Tremearne shook his head. “No idea. Looks like a wall, that’s all. But there is a road alongside it. Which appears to be the only road leading in from the plain.”

I poked my finger into the holomap.

“Here. Where the road fades and runs out in the grass. That’s where we have to go. Unless anyone has a better idea?”

“Looks good to me,” Tremearne said. “I’ll land you on this bit of plateau, beyond this ridge where we won’t be seen. Then I’ll take the launch out of there and stay in touch with you by radio.”

We unloaded. “Sleep first,” Floyd yawned. “It’s been a long night.”

It was even longer than that, what with the longer days here. Tremearne took off and we settled down to sleep. We slept, and woke up and it was still dark. Slept some more. At least the others snored on: I had too much on my mind to drift off as easily as they did. We had a clue now to the whereabouts of the alien artifact. A clue that was useless until we started looking. And we couldn’t look in the darkness. And I had how many days left before the thirty-day poison zonked me? I counted on my fingers. Just about eighteen gone, which left twelve to go. Wonderful. Or had I counted wrong? I started again with the fingers, then grew angry with myself. Enough with the fingers already. I clicked on my computer and wrote a quick program. Then touched D for deadline-or death, whatever-and a glowing eighteen appeared before me accompanied by a flickering twelve. Not that I enjoyed looking at them, mind you, but this way I could stop worrying about the changing count. Some part of me must have been satisfied with this because I fell deeply asleep.

Finally, with great reluctance and sloth, the sky lightened and another day began. Before it was completely light the Captain drifted the launch in low and slow behind the hills, boarded us, then let us out behind the final ridge.

“Good luck,” he said, with a certain grimness. The port ground shut and the launch moved away and vanished in the growing light. Scarcely aware of what I was doing I punched D into the computer. The numbers snapped into existence, vanished just as quickly. But I remembered. Day nineteen.

Chapter 12

Dawn crept on interminably as we walked, the sun dragging itself up over the horizon only with great reluctance. It was still not quite full daylight when we came to what had to be the beginning of the wall. Just a single row of bricks almost hidden in the grass.

“What do you think?” I asked of no one in particular.
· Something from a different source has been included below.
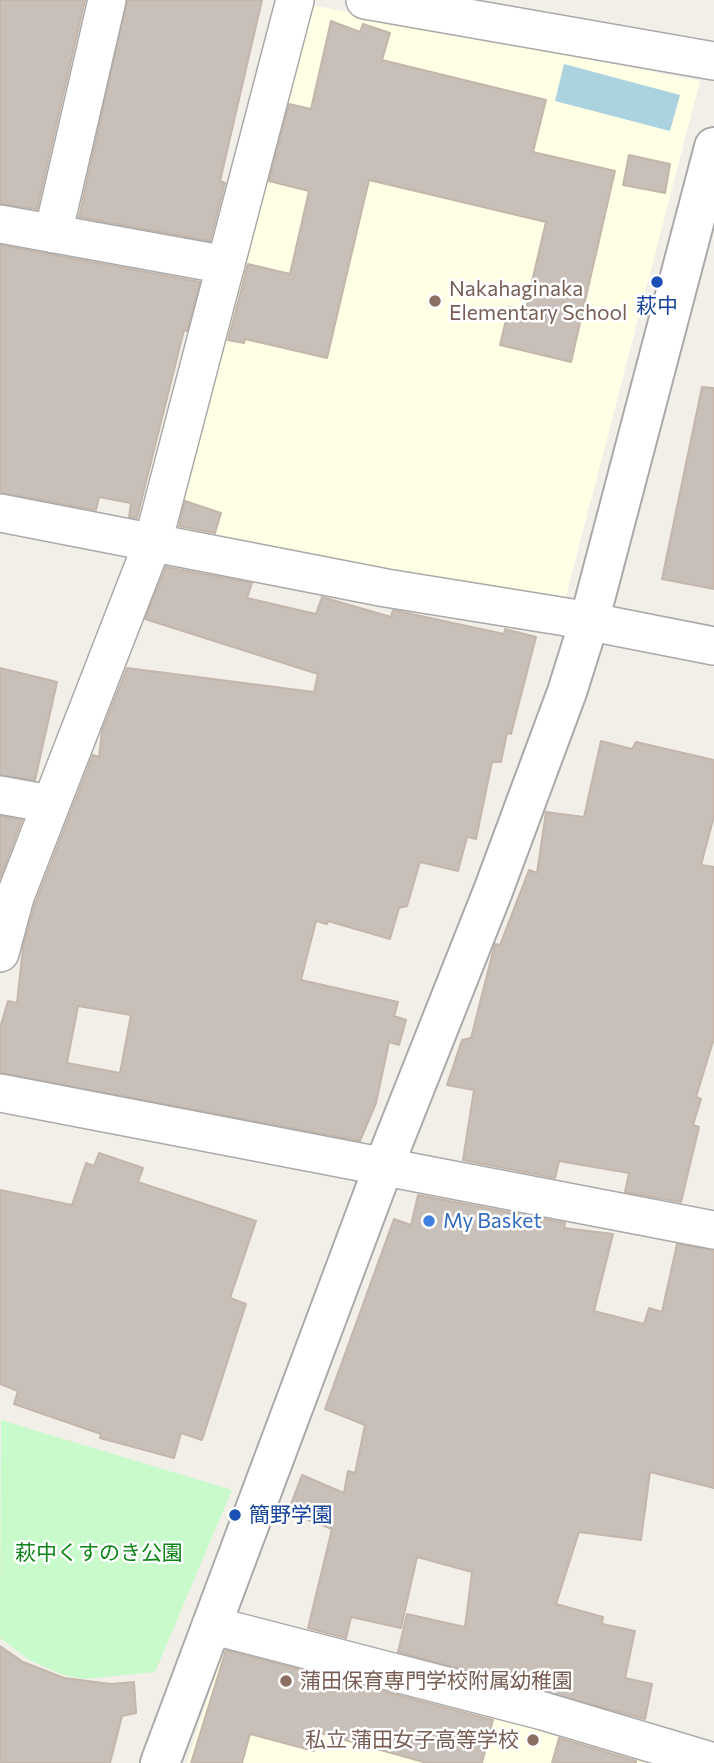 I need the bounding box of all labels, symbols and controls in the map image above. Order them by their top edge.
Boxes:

Steengo bent and rapped one with his knuckles.

“Brick,” he said.

“Red brick,” Madonette said brightly.

“Thanks, thanks,” I mumbled with complete lack of appreciation.

There was a barely visible path next to the right-hand side of the row of bricks; for want of a better idea we began walking along it.

“It’s higher, see,” Floyd said, pointing. “A second course has been added.”

“And more still ahead,” Madonette said. “Three bricks high now.”

“What’s this?” Steengo said, bending and pushing the grass aside to look more closely, touching the brick with his fingertip. “There’s some kind of symbol stamped into each of the bricks.” We all looked now.

“Sort of a circle with an arrow sticking out of it.”

“Arrow… circle,” I muttered. A sudden intuition bounced about inside my skull. “I’ve seen that symbol before -yes indeed! Would someone kindly step over the wall and see if there is a circle with a cross sticking out of it on the other side.”